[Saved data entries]

☆ ☆ ☆ ☆ ☆

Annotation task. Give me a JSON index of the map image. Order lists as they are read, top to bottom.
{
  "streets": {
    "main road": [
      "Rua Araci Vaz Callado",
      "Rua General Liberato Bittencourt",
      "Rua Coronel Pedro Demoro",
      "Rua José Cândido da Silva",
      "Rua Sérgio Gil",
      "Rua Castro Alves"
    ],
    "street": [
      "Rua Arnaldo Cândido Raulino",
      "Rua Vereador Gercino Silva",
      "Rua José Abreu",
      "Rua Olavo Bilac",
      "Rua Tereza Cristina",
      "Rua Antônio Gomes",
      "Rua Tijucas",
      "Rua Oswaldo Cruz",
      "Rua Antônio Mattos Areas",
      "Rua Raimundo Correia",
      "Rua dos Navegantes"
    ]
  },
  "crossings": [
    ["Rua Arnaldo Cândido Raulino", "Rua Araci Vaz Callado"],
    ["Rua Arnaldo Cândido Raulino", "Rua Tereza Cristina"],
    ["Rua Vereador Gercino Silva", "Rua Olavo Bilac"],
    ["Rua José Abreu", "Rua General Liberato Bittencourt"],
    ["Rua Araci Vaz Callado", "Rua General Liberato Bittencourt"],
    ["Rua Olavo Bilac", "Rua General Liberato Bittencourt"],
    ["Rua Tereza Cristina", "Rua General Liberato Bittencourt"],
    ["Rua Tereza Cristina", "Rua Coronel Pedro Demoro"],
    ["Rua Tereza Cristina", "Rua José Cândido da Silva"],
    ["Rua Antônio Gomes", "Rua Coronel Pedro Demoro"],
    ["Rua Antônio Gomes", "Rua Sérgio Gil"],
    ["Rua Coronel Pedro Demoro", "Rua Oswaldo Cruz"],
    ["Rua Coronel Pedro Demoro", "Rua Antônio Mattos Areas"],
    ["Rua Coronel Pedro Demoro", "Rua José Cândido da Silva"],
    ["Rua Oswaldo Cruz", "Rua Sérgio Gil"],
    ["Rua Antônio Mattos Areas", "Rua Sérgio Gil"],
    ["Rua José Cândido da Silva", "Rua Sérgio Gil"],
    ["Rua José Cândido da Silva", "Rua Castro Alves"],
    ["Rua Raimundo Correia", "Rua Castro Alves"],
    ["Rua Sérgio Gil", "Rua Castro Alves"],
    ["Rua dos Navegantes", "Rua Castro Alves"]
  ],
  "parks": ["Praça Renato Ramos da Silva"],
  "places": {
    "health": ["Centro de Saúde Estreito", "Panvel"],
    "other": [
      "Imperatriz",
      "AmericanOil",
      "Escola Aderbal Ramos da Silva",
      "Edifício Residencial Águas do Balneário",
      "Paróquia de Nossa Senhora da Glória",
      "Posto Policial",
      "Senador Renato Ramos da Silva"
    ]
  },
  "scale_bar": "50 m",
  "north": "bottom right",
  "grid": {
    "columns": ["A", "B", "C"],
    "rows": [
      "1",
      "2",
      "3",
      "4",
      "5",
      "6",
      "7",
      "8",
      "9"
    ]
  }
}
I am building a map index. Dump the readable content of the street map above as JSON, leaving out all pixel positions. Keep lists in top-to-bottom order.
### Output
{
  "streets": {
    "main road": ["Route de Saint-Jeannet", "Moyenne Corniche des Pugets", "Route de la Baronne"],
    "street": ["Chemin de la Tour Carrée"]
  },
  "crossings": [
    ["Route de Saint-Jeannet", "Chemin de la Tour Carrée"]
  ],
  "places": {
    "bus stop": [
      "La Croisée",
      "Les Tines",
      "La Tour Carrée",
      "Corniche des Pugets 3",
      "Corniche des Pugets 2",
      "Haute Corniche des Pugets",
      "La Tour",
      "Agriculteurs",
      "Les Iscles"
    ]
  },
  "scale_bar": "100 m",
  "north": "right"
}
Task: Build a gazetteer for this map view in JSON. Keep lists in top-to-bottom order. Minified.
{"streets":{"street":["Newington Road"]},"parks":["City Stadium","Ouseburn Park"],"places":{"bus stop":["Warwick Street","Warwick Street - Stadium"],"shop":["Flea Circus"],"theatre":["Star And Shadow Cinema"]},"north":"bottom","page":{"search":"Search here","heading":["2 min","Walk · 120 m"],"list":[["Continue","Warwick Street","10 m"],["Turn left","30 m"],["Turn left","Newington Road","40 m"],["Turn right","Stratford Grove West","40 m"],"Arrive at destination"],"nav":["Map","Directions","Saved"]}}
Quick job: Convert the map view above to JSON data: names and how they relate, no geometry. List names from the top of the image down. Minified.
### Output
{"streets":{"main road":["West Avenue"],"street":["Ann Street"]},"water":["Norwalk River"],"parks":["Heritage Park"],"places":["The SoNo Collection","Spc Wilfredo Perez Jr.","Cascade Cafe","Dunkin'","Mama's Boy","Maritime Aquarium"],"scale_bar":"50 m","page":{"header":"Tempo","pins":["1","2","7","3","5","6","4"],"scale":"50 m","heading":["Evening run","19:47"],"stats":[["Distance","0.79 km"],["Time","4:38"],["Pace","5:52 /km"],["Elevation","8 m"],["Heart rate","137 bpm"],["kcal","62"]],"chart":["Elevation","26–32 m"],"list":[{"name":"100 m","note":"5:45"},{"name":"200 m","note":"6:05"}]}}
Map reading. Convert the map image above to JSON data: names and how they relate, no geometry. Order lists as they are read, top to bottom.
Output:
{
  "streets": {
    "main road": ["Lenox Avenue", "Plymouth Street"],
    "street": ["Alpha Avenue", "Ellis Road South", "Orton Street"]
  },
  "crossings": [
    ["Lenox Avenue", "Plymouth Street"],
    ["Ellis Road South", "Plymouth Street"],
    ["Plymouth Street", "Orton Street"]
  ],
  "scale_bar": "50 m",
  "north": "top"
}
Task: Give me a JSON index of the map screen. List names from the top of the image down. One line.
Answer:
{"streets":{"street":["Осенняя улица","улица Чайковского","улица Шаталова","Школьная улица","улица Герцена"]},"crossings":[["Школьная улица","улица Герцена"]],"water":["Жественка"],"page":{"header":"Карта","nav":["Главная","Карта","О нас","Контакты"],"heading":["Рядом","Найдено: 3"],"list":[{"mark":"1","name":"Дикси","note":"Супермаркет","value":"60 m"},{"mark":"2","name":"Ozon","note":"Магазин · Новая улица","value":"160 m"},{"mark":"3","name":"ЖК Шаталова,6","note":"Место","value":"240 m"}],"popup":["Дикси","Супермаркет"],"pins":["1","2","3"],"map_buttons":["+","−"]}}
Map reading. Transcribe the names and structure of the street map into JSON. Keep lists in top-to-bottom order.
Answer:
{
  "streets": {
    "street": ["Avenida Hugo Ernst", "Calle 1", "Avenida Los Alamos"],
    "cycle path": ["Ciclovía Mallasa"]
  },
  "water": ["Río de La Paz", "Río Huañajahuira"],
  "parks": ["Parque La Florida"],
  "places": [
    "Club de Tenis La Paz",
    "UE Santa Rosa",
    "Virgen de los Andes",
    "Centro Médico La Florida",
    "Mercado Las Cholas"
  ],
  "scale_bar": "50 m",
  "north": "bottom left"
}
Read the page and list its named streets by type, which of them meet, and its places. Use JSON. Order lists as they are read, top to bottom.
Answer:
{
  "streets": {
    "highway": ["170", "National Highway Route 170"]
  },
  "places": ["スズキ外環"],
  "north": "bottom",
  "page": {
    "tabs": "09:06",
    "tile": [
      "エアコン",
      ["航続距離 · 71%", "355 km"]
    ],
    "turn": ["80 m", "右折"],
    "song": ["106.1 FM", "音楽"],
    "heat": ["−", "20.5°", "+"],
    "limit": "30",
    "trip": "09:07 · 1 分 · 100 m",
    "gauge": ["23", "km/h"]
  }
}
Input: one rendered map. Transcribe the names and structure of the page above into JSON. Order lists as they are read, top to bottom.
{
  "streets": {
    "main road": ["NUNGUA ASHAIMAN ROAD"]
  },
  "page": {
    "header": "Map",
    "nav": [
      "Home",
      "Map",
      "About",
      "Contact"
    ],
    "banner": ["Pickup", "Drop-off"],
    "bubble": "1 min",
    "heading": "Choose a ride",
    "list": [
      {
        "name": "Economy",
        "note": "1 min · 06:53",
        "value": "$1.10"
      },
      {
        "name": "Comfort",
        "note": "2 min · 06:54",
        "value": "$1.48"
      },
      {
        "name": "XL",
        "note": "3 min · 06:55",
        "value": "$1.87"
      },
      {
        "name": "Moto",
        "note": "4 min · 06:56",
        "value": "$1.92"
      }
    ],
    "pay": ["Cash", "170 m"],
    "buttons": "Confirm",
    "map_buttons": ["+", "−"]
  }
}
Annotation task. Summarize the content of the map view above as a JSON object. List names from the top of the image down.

☆ ☆ ☆ ☆ ☆

Directions:
Of the entries listed above, reproduce only the lines starting at the line containing "I am building" and ending at the line containing "Quick job: Convert". Include both, exactly as they stand.

Expected answer:
I am building a map index. Dump the readable content of the street map above as JSON, leaving out all pixel positions. Keep lists in top-to-bottom order.
### Output
{
  "streets": {
    "main road": ["Route de Saint-Jeannet", "Moyenne Corniche des Pugets", "Route de la Baronne"],
    "street": ["Chemin de la Tour Carrée"]
  },
  "crossings": [
    ["Route de Saint-Jeannet", "Chemin de la Tour Carrée"]
  ],
  "places": {
    "bus stop": [
      "La Croisée",
      "Les Tines",
      "La Tour Carrée",
      "Corniche des Pugets 3",
      "Corniche des Pugets 2",
      "Haute Corniche des Pugets",
      "La Tour",
      "Agriculteurs",
      "Les Iscles"
    ]
  },
  "scale_bar": "100 m",
  "north": "right"
}
Task: Build a gazetteer for this map view in JSON. Keep lists in top-to-bottom order. Minified.
{"streets":{"street":["Newington Road"]},"parks":["City Stadium","Ouseburn Park"],"places":{"bus stop":["Warwick Street","Warwick Street - Stadium"],"shop":["Flea Circus"],"theatre":["Star And Shadow Cinema"]},"north":"bottom","page":{"search":"Search here","heading":["2 min","Walk · 120 m"],"list":[["Continue","Warwick Street","10 m"],["Turn left","30 m"],["Turn left","Newington Road","40 m"],["Turn right","Stratford Grove West","40 m"],"Arrive at destination"],"nav":["Map","Directions","Saved"]}}
Quick job: Convert the map view above to JSON data: names and how they relate, no geometry. List names from the top of the image down. Minified.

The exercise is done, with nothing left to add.